Whenever a line carries the word "Lane", pull it out of the entries.

The data
▼▼▼

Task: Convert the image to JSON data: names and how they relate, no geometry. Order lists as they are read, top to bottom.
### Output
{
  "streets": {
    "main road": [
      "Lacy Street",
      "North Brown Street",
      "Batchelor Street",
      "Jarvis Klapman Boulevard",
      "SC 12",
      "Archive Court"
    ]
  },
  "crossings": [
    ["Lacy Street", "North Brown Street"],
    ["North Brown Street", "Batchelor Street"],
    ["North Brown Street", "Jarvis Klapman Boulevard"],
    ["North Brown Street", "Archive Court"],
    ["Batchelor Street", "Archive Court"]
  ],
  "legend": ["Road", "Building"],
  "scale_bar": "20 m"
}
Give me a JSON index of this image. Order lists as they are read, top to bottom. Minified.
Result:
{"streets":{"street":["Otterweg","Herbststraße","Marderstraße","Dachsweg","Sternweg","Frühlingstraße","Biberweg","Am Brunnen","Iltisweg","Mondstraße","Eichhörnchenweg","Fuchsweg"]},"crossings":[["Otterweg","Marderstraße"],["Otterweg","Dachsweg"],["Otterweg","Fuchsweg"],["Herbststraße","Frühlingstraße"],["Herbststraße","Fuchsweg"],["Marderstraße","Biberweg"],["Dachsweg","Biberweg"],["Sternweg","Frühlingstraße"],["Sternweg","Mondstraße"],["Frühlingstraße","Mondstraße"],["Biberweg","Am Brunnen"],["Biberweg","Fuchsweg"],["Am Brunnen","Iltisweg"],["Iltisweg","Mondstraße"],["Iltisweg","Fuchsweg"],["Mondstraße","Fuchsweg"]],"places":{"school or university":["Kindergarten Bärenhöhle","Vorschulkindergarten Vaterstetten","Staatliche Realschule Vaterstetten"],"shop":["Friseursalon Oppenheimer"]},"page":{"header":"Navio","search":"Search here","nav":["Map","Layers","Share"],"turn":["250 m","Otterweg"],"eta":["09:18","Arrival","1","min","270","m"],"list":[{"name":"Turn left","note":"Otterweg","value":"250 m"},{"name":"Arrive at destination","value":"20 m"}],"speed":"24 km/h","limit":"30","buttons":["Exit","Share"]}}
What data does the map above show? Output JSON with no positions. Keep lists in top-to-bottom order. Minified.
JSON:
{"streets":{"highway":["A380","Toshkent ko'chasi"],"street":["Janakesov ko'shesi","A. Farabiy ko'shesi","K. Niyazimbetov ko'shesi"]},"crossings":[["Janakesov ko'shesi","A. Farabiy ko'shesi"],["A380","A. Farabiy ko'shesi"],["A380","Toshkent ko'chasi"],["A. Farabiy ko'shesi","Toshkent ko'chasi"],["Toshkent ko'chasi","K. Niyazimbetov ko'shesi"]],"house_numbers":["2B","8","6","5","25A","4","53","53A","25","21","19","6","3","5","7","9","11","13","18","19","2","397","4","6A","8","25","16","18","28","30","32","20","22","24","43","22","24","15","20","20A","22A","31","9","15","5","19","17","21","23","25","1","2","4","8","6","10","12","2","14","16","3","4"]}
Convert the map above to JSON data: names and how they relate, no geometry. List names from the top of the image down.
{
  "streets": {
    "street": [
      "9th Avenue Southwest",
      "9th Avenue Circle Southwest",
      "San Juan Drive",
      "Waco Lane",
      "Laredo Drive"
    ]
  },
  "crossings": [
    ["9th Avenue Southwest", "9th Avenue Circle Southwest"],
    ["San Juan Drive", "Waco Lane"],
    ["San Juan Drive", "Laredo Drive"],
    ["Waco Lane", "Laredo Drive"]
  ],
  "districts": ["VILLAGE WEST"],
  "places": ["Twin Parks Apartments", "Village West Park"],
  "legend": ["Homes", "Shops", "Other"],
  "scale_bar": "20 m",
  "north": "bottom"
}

▲▲▲

Solution to the problem
      "Waco Lane",
    ["San Juan Drive", "Waco Lane"],
    ["Waco Lane", "Laredo Drive"]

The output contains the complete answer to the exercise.